(Saved entries)
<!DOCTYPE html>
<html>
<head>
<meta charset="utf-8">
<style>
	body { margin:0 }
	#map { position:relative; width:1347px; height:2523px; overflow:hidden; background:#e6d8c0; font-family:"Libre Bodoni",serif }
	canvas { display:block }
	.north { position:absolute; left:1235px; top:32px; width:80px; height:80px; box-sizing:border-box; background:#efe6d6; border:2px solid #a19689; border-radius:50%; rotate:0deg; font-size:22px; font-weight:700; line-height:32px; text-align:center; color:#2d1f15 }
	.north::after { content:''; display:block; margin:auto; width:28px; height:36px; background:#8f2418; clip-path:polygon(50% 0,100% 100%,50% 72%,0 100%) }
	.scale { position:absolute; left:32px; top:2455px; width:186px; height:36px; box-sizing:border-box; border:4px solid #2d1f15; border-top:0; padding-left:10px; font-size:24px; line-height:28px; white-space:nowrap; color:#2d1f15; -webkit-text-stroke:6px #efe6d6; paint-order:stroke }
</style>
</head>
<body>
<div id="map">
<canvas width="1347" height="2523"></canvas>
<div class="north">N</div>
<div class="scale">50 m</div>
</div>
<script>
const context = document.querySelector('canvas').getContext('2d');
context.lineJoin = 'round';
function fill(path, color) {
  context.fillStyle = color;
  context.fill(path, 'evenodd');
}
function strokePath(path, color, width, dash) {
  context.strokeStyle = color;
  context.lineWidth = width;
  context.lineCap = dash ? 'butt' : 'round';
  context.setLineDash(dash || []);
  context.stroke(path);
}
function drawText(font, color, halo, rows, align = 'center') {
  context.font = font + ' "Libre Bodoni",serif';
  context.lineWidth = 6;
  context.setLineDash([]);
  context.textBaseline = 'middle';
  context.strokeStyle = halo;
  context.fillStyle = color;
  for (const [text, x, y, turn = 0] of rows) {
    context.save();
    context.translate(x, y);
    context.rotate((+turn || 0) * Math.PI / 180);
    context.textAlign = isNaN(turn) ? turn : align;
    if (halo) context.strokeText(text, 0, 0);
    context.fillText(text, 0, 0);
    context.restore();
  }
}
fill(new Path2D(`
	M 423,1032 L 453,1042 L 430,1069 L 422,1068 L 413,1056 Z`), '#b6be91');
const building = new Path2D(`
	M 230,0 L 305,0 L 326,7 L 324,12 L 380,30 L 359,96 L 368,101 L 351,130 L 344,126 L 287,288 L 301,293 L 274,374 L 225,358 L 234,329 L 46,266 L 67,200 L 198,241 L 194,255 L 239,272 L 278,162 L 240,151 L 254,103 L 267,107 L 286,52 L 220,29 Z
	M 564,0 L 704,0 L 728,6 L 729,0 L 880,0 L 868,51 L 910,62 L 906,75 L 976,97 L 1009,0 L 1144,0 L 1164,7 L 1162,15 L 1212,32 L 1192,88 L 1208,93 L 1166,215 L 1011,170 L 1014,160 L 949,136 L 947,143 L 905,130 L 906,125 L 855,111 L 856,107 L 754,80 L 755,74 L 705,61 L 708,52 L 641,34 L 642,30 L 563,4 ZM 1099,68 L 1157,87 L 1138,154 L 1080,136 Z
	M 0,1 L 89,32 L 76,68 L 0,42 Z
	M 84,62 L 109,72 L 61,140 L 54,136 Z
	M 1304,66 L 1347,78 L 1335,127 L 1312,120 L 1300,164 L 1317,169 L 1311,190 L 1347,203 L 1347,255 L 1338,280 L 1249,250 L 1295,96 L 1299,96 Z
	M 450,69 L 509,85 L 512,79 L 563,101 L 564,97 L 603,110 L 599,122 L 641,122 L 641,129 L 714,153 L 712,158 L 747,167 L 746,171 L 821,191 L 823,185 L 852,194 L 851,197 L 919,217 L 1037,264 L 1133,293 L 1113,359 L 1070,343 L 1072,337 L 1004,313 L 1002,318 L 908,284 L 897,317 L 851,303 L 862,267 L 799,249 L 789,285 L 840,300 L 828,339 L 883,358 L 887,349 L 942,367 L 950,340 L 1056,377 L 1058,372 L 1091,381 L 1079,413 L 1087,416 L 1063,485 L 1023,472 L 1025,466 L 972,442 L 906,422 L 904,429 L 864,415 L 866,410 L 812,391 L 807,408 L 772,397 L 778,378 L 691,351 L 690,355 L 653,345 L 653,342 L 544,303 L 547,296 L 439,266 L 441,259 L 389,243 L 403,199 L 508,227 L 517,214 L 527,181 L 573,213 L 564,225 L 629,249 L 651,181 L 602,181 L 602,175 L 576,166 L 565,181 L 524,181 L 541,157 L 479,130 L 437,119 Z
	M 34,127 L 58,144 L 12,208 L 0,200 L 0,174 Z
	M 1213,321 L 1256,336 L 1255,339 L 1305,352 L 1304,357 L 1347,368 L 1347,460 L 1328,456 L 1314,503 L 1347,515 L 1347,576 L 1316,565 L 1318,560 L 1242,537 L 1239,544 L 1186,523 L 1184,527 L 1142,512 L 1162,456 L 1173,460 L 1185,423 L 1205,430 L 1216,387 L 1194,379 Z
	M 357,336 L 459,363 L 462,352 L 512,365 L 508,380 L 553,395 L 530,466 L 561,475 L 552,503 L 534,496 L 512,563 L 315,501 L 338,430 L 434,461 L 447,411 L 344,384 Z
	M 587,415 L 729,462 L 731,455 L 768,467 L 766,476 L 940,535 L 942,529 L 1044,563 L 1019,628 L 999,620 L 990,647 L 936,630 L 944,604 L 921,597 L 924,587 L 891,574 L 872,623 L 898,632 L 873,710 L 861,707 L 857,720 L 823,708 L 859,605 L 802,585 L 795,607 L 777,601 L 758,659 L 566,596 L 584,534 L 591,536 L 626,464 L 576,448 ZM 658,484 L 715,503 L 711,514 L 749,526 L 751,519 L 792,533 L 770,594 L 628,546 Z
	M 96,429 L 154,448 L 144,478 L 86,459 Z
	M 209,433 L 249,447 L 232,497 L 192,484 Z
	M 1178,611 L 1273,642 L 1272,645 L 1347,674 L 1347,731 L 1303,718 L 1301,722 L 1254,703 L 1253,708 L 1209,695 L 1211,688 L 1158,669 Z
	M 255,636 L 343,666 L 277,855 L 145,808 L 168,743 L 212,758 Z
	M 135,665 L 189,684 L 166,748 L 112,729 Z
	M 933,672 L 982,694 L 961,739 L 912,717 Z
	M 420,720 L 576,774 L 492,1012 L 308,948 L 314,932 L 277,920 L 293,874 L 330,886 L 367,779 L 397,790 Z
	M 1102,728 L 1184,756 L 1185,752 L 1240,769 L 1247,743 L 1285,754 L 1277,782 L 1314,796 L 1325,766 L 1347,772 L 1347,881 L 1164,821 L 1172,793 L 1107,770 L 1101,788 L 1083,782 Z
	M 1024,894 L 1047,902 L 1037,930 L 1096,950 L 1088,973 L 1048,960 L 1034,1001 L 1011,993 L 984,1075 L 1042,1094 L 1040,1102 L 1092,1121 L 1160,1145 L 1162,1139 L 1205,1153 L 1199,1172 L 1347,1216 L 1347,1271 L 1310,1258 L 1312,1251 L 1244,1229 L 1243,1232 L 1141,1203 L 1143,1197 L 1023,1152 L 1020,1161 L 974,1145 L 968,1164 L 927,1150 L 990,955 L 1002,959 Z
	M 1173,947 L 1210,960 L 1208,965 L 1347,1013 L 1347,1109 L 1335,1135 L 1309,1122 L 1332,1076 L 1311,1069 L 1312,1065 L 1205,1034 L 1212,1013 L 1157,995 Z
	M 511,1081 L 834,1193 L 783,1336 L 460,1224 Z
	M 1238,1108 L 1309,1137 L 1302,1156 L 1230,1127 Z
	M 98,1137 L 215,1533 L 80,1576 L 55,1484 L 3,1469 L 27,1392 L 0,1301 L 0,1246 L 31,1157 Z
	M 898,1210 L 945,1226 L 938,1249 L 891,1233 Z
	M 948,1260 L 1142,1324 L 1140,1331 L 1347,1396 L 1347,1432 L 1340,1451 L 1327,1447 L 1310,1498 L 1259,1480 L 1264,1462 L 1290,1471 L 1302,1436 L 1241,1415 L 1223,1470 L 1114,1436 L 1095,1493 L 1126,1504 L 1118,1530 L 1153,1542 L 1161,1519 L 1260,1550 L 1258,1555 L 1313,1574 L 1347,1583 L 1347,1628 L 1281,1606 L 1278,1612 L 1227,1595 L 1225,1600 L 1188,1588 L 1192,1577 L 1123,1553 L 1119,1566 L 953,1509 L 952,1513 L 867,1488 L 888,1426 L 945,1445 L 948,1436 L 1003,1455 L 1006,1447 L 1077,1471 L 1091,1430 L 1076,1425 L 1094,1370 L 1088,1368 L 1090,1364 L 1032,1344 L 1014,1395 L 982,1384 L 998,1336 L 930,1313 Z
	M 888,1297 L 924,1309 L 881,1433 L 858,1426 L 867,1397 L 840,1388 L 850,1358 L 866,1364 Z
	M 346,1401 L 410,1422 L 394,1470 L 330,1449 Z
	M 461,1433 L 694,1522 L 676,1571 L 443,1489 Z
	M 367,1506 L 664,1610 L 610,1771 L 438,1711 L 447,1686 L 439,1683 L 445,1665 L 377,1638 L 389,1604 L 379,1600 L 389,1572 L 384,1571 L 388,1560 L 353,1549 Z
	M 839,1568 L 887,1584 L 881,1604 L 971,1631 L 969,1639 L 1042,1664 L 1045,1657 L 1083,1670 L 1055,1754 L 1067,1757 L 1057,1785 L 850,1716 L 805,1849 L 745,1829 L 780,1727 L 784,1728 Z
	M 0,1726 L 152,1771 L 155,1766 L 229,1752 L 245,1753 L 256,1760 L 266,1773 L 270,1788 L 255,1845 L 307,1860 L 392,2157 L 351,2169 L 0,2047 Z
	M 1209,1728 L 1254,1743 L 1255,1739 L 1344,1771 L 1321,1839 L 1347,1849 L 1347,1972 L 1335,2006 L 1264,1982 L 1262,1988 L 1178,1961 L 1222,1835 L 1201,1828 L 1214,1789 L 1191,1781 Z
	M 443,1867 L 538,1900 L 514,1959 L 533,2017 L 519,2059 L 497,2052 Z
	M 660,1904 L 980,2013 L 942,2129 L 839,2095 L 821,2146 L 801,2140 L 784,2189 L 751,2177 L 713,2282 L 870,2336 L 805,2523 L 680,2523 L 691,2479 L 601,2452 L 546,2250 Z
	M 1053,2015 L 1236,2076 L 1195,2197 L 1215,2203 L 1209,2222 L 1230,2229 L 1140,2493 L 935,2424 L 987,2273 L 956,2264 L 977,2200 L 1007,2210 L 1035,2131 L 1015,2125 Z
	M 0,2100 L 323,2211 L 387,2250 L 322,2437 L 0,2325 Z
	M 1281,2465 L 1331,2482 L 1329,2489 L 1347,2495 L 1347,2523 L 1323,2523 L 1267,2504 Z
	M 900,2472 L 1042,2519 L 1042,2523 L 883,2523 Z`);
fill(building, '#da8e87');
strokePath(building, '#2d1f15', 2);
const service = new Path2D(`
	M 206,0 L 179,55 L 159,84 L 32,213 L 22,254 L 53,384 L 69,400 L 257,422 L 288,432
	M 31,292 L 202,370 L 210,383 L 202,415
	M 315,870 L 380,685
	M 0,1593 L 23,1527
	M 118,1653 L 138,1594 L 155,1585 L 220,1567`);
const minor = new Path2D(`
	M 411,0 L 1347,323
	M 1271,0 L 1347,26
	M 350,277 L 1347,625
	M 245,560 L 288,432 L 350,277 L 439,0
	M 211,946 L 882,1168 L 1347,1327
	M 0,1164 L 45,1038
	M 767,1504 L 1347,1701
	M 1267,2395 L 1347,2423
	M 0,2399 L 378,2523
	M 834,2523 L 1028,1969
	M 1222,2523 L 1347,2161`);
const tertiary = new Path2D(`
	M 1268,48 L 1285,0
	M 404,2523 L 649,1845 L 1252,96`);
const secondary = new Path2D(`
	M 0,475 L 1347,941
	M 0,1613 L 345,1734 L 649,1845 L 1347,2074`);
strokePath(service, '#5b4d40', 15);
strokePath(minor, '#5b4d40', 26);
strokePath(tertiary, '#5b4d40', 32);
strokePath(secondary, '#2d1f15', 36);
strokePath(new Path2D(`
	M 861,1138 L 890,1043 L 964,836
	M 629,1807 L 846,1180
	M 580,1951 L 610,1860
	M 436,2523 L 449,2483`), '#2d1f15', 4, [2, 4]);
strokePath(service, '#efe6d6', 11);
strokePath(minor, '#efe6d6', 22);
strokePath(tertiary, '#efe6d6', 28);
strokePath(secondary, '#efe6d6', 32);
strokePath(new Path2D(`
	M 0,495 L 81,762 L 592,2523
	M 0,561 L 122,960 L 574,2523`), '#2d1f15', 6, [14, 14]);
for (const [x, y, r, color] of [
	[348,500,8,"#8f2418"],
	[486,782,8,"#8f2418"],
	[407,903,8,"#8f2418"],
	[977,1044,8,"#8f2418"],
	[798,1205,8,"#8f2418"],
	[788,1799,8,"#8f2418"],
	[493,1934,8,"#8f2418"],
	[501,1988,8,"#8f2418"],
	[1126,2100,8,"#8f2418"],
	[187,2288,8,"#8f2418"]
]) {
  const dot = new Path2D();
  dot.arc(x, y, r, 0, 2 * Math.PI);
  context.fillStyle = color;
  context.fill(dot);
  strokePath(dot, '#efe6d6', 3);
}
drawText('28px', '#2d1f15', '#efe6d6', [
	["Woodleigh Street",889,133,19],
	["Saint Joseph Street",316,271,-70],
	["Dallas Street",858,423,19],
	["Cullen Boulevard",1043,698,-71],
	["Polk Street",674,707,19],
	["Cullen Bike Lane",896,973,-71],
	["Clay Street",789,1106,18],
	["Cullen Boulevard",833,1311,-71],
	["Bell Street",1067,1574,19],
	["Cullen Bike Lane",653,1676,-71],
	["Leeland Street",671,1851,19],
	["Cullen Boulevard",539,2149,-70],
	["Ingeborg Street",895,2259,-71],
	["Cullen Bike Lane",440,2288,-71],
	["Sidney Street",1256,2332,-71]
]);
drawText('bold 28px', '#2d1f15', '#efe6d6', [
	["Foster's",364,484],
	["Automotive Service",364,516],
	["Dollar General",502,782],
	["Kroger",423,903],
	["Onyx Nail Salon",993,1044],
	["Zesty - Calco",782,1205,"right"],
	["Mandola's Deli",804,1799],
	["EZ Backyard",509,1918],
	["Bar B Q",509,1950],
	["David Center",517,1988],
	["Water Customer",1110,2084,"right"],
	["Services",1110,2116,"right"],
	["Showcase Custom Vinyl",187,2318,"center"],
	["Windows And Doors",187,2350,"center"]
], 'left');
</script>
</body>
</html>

• _WHAT TO WORK ON_: Throughout the data above, copy all lines where the word "Math" is found.

• _SOLUTION TO THIS PROBLEM_:
    context.rotate((+turn || 0) * Math.PI / 180);
  dot.arc(x, y, r, 0, 2 * Math.PI);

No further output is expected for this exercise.